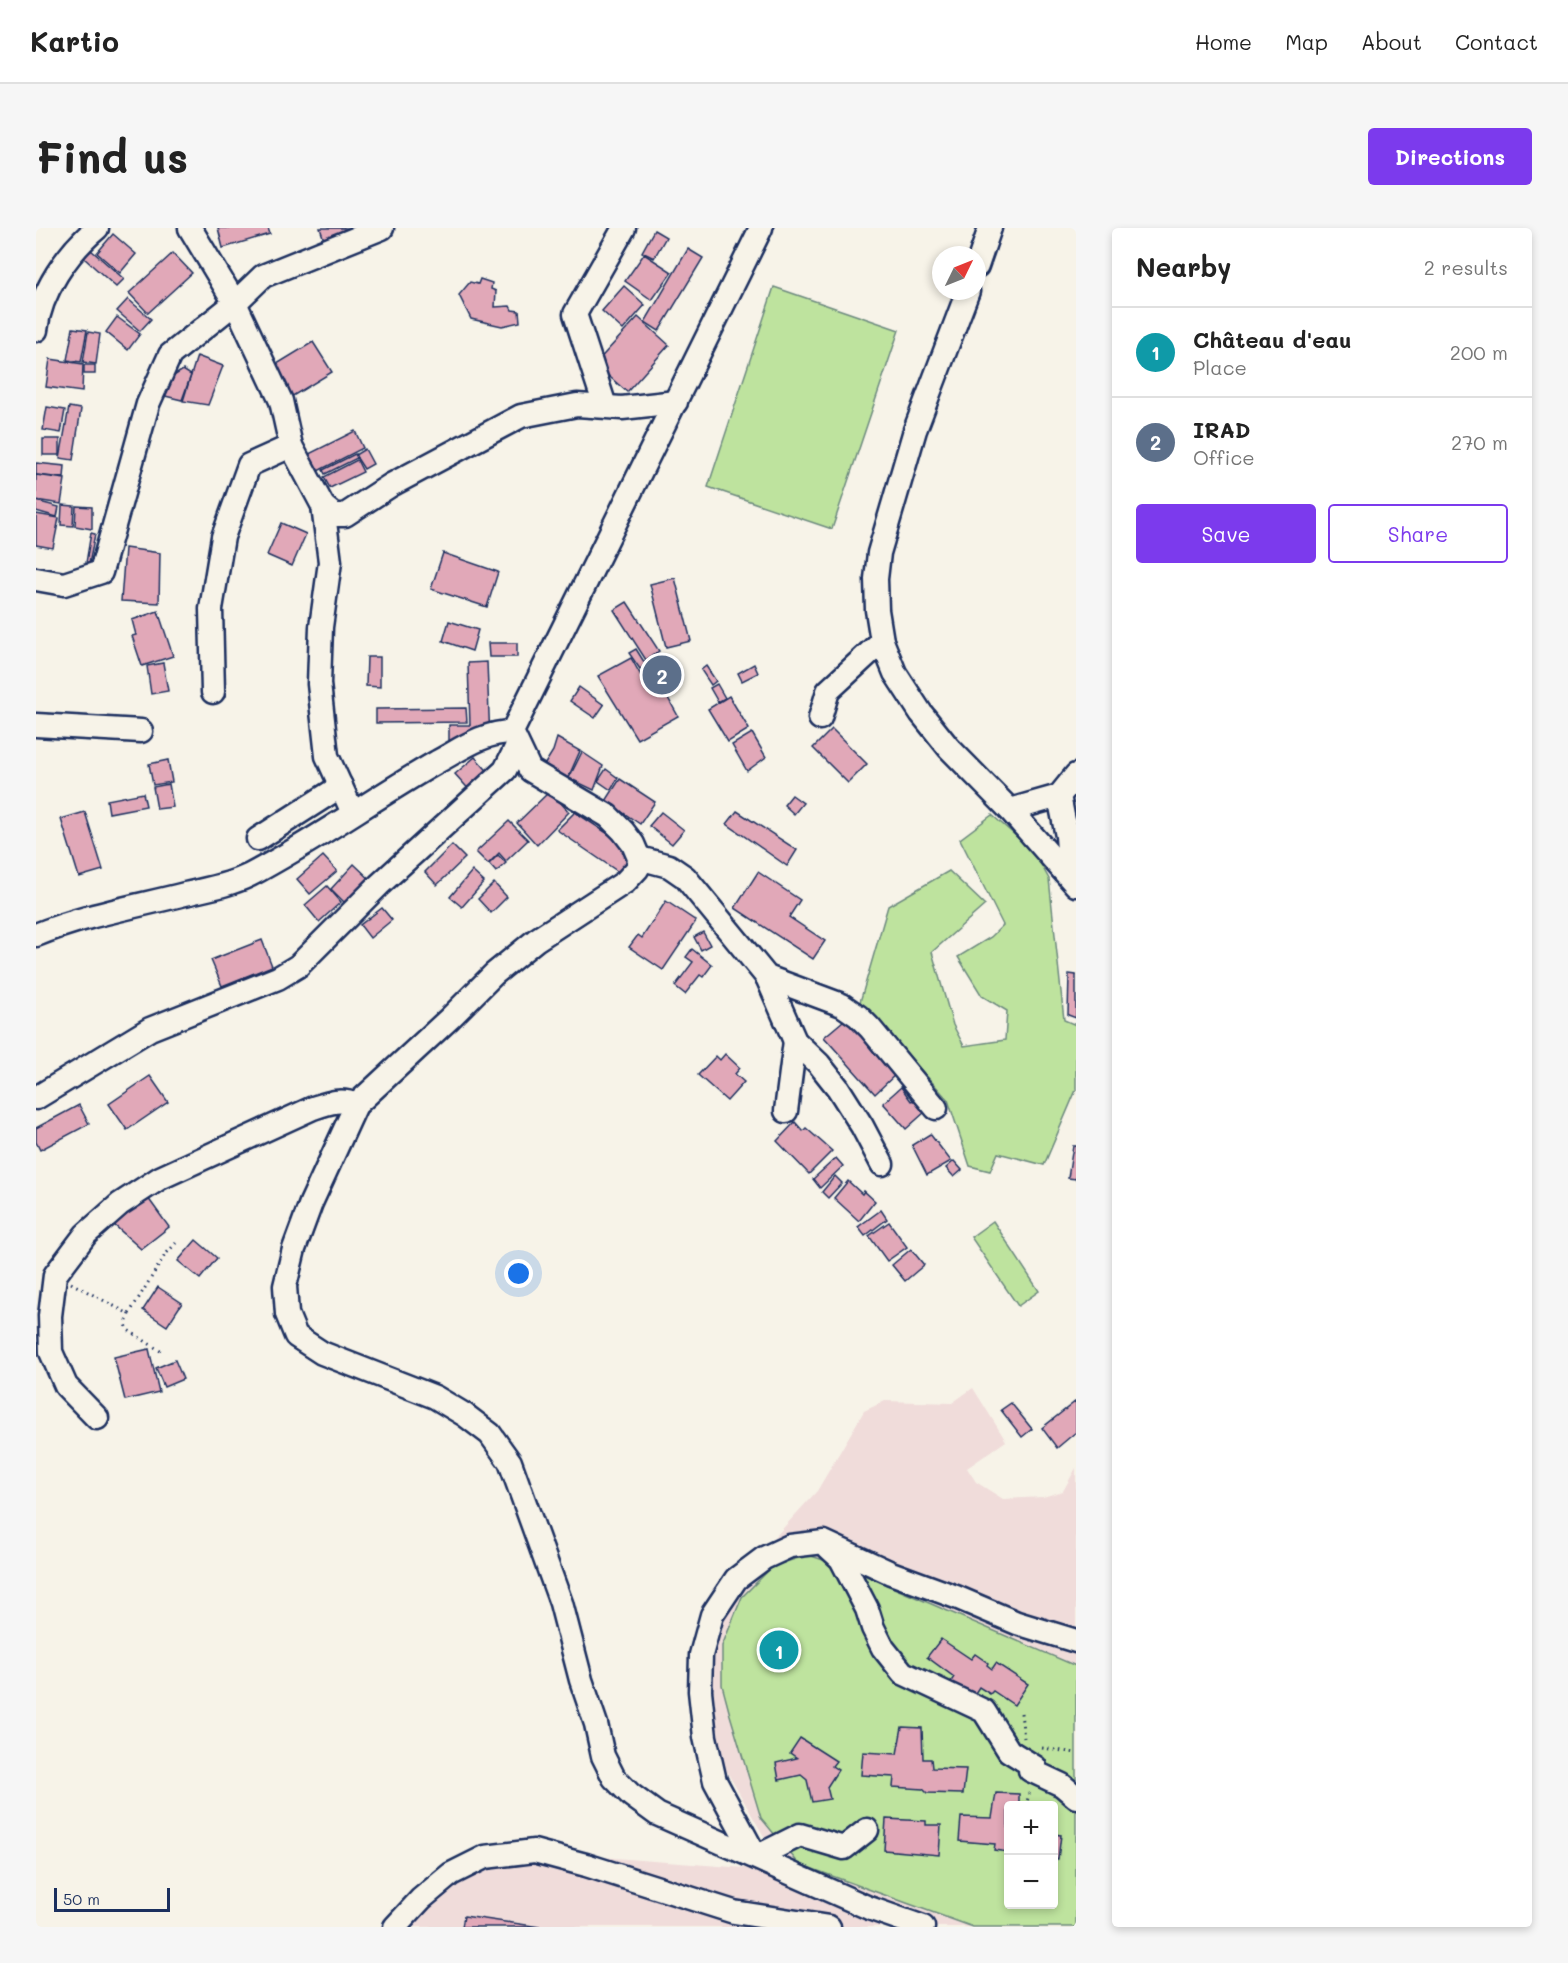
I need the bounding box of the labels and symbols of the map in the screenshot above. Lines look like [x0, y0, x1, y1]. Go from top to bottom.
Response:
north arrow [932, 246, 986, 300]
pin: 2 [642, 652, 682, 698]
your location [504, 1259, 533, 1288]
pin: 1 [760, 1628, 798, 1672]
scale bar [54, 1885, 170, 1912]

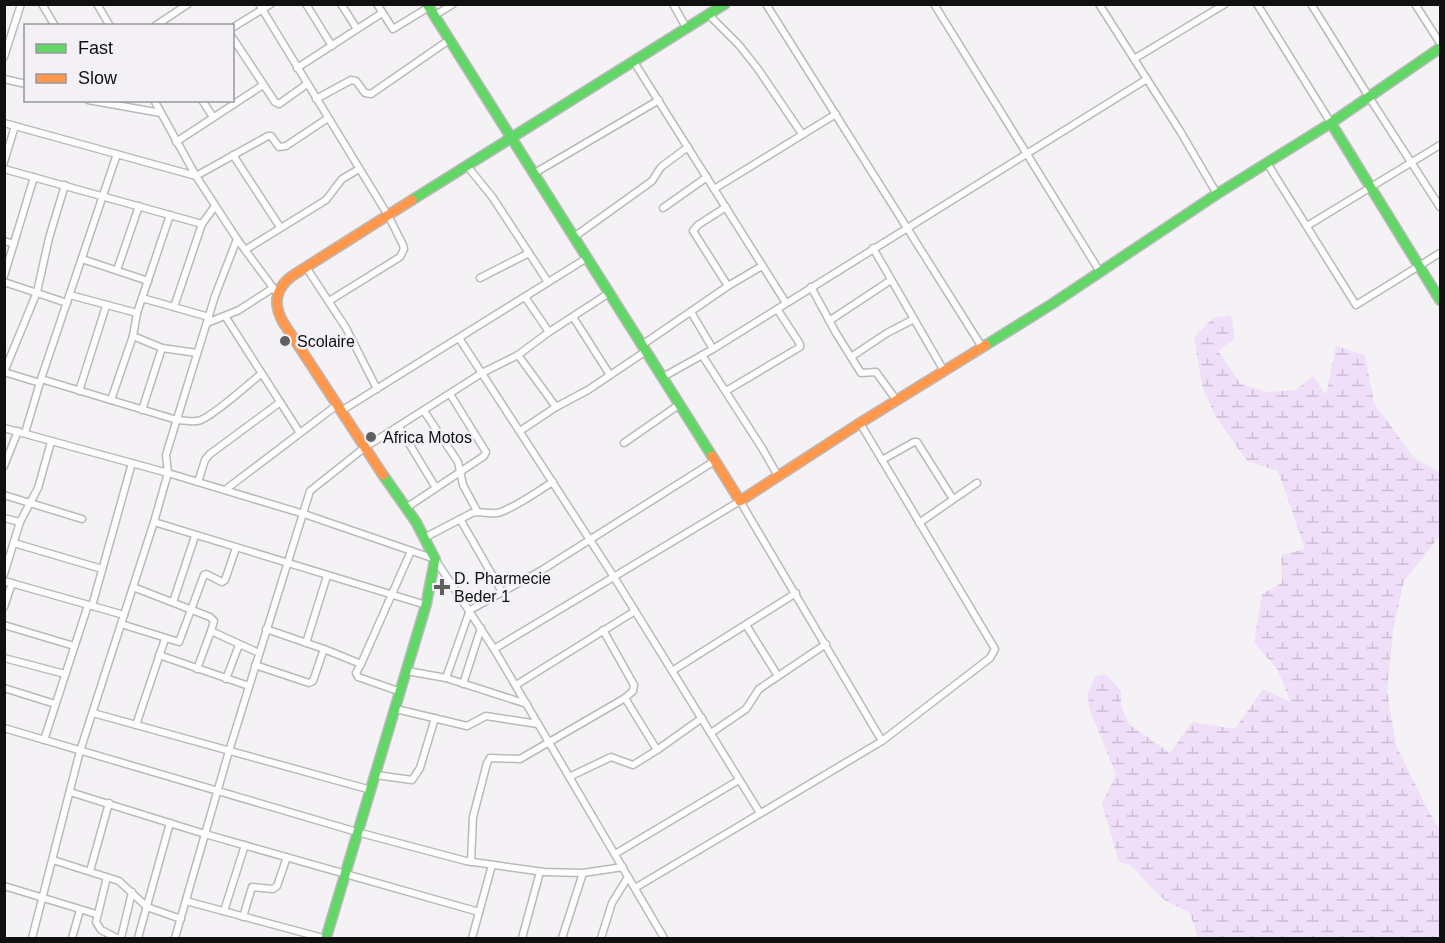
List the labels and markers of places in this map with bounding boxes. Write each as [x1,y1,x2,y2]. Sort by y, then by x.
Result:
place label: Scolaire [297,333,355,350]
marker: Scolaire [278,334,292,348]
place label: Africa Motos [383,429,472,446]
marker: Africa Motos [364,430,378,444]
place label: D. Pharmecie Beder 1 [454,570,551,605]
marker: D. Pharmecie Beder 1 [435,580,449,594]

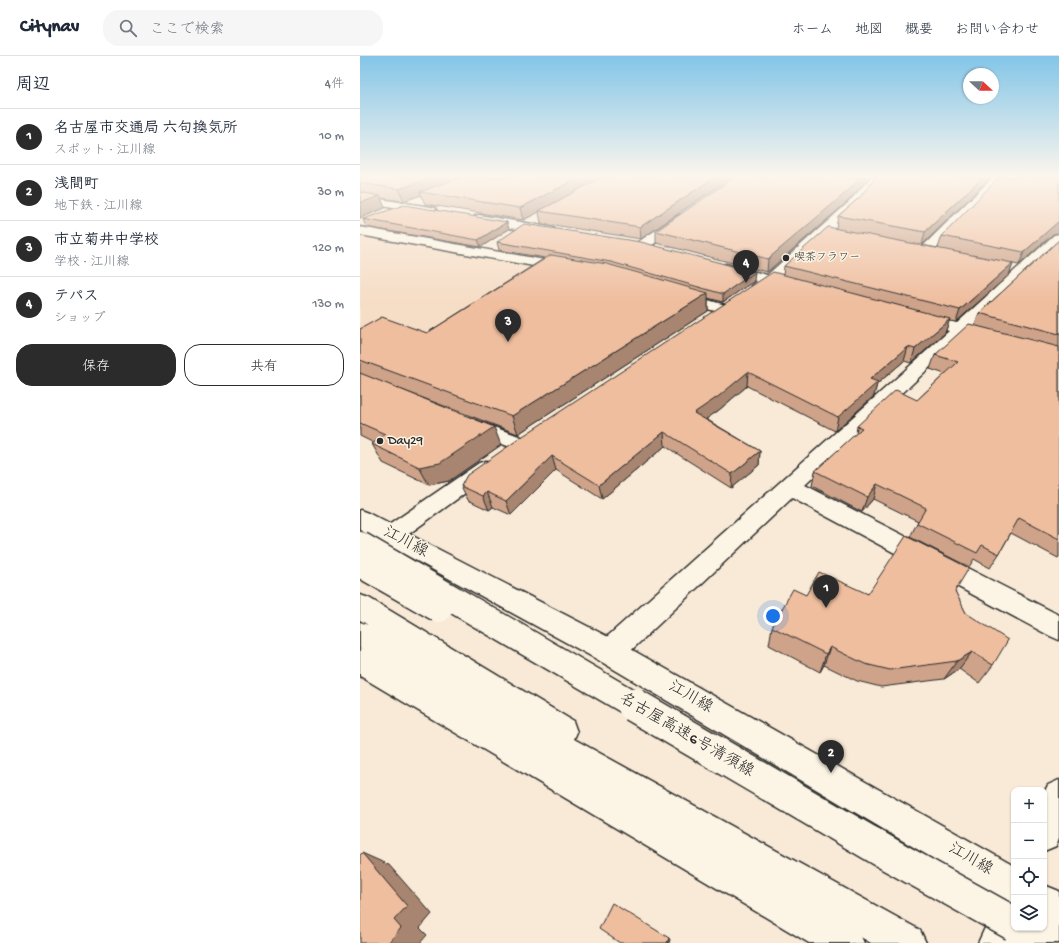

######

=== Brief ===
Return all lines of the material that have "bounding" in them.

=== Result for this exercise ===
I need the bounding box of the labels and symbols of the map in the screenshot above. Lines look like [x0, y0, x1, y1]. Go from top to bottom.
List the labels and markers of places in this map with bounding boxes. Write each as [x1,y1,x2,y2]. Sort by y, then by x.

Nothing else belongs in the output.